Problem
Search the records for the string "from", then copy each line that has it.

Available data
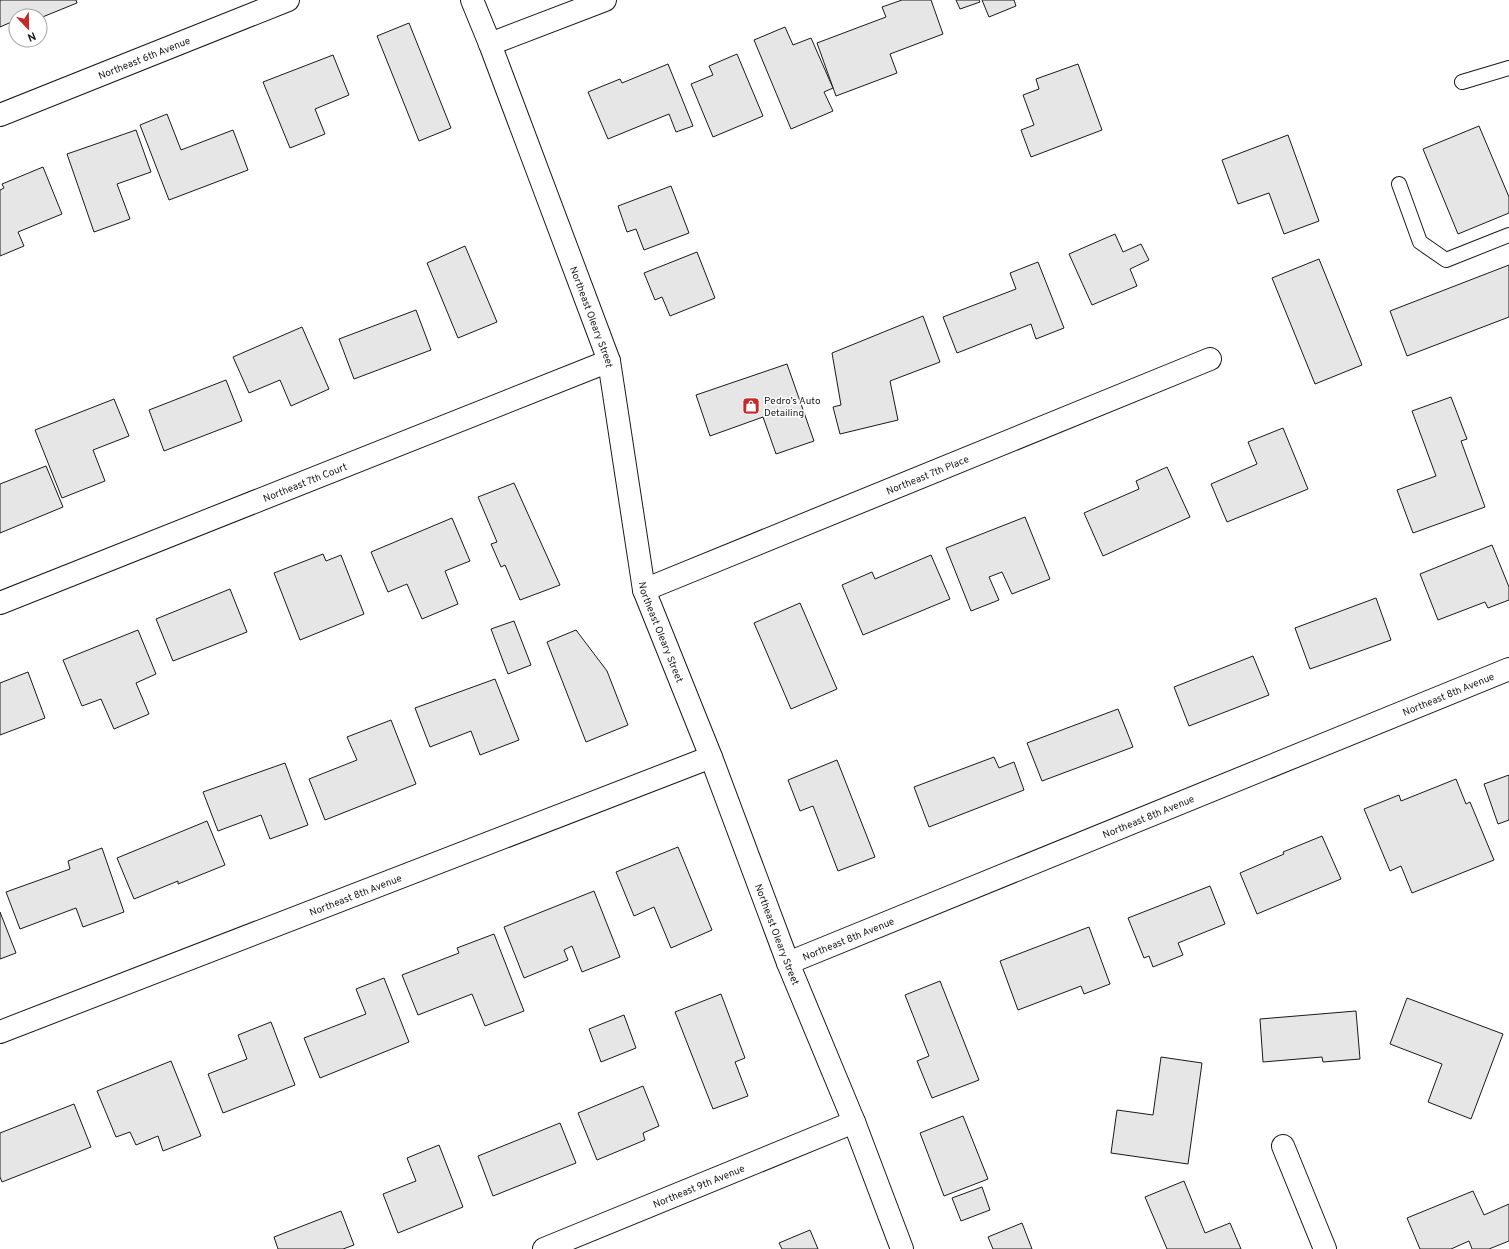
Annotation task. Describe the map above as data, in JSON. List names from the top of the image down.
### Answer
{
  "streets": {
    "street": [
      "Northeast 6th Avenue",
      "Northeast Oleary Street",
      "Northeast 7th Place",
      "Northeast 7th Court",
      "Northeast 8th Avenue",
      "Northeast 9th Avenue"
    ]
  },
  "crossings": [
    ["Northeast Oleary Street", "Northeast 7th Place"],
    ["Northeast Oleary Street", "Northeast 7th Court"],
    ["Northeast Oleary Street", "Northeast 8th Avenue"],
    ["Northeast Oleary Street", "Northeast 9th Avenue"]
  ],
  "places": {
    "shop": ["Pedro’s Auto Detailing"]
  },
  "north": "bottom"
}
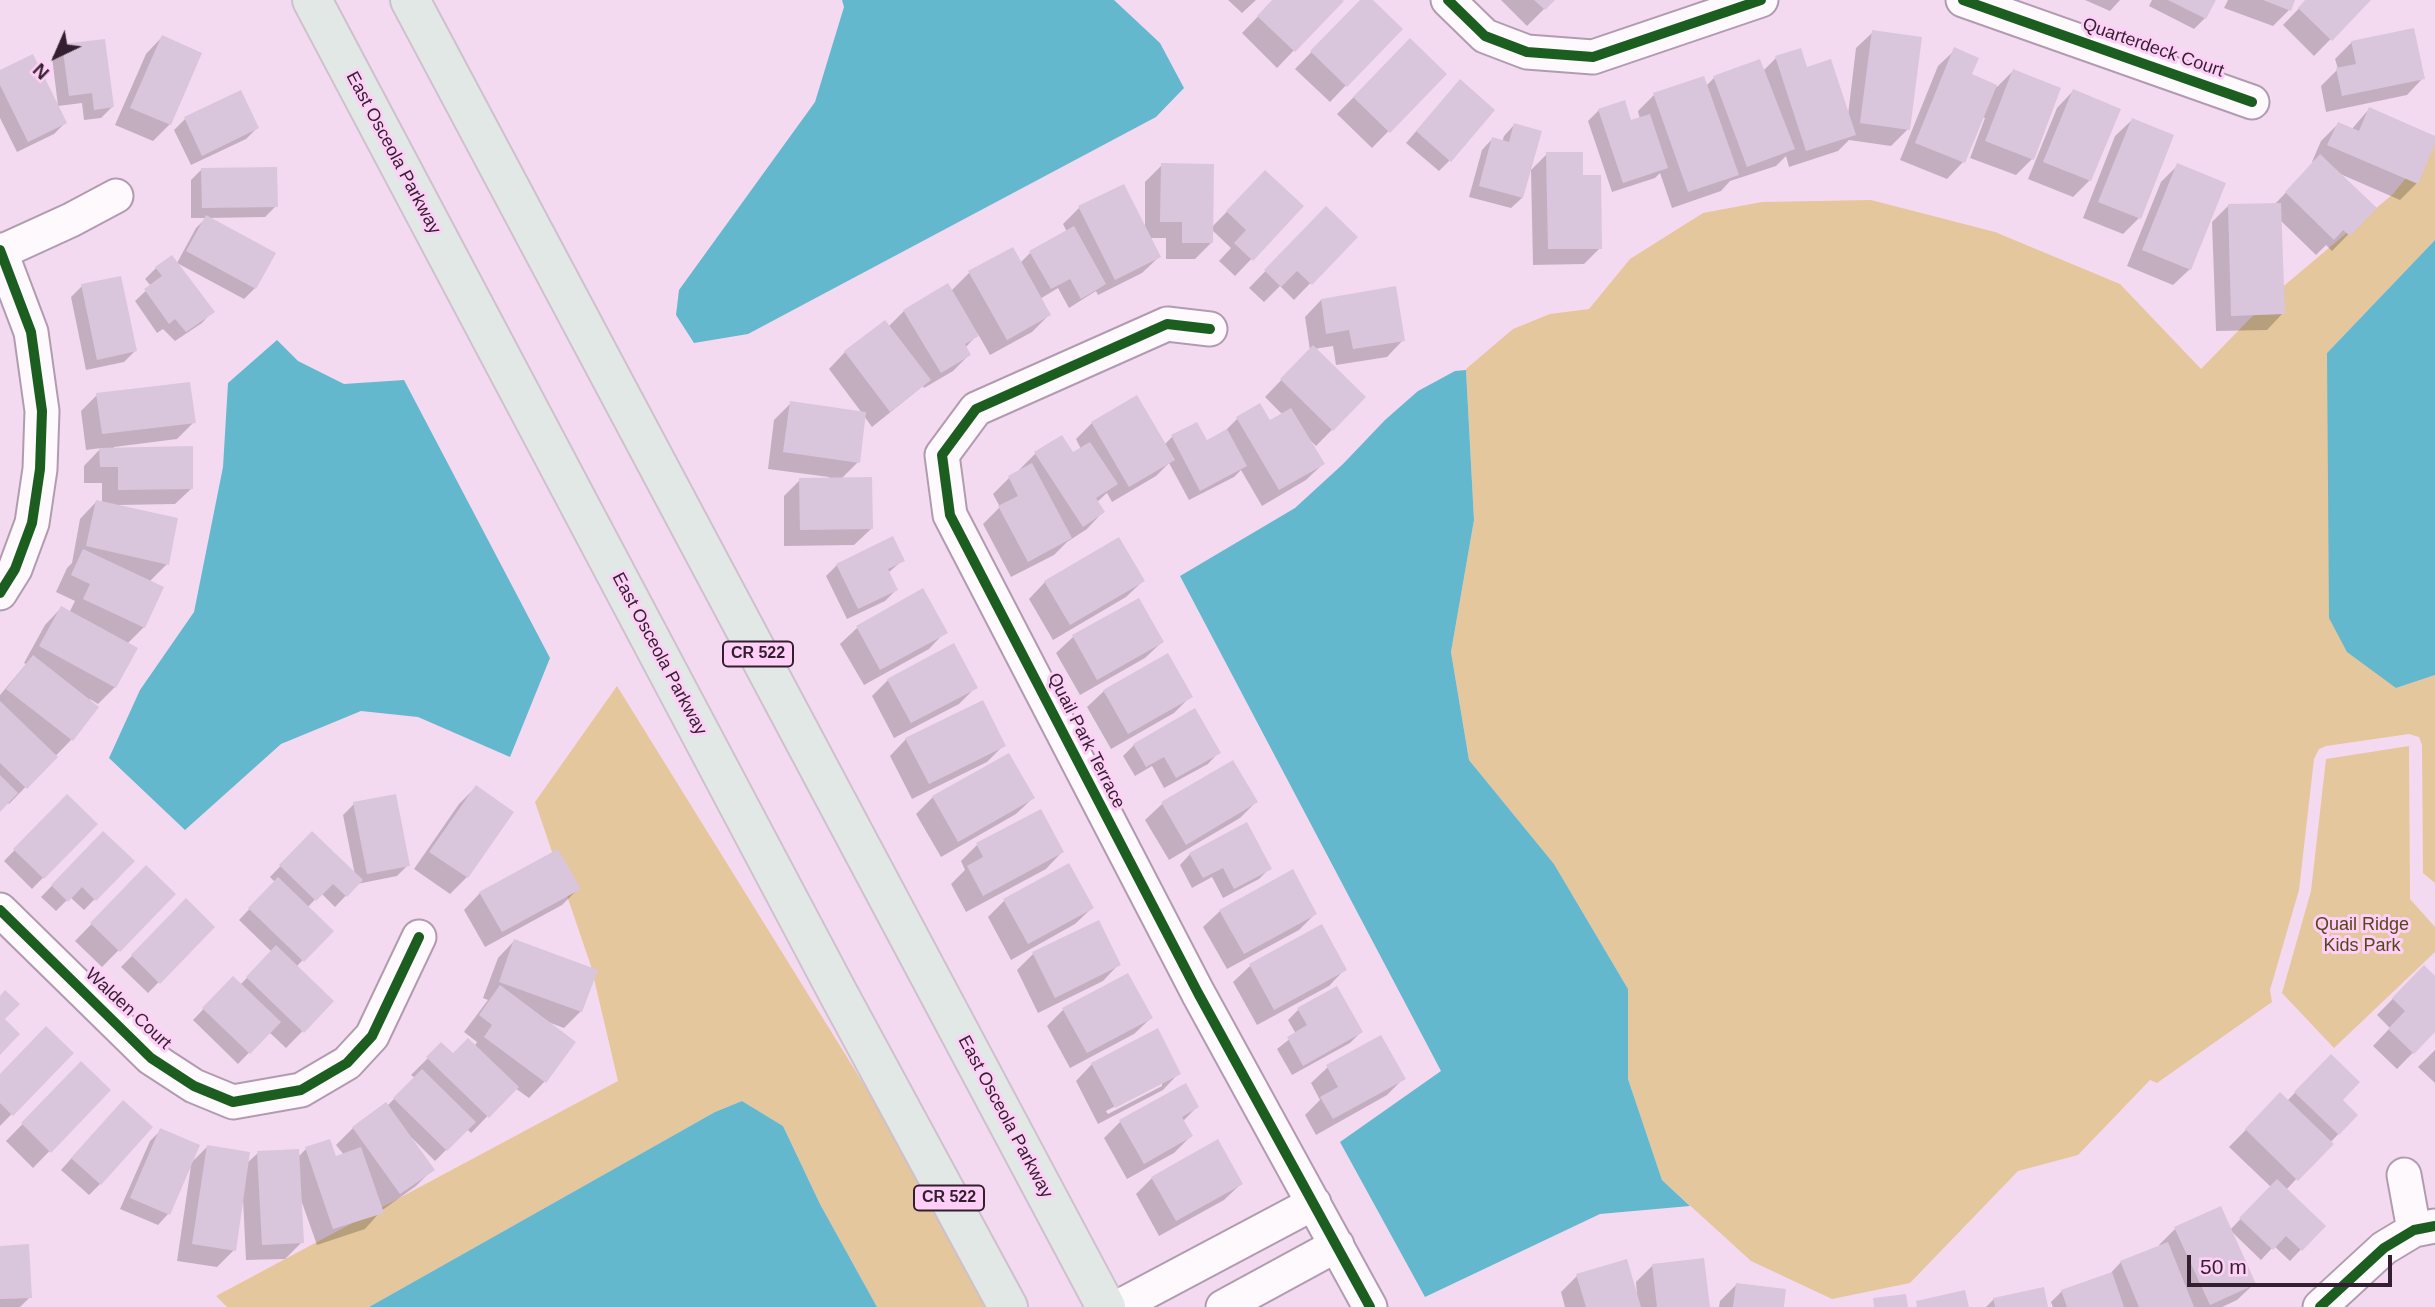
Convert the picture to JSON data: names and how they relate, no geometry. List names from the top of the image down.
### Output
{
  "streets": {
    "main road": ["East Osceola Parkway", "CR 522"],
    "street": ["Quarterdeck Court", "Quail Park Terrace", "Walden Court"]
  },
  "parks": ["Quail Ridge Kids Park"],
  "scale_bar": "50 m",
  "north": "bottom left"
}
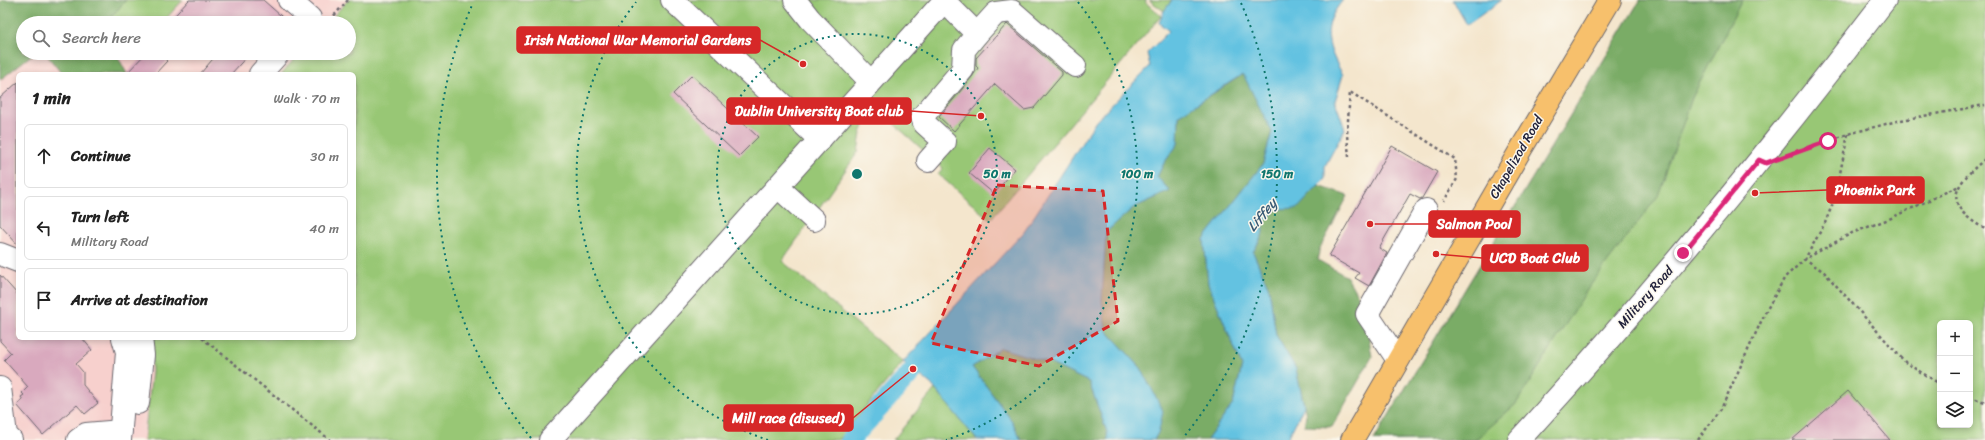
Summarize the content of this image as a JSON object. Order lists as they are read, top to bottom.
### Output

Exercise solution
Annotation task. Describe the map above as data, in JSON. List names from the top of the image down.
Convert the picture to JSON data: names and how they relate, no geometry. List names from the top of the image down.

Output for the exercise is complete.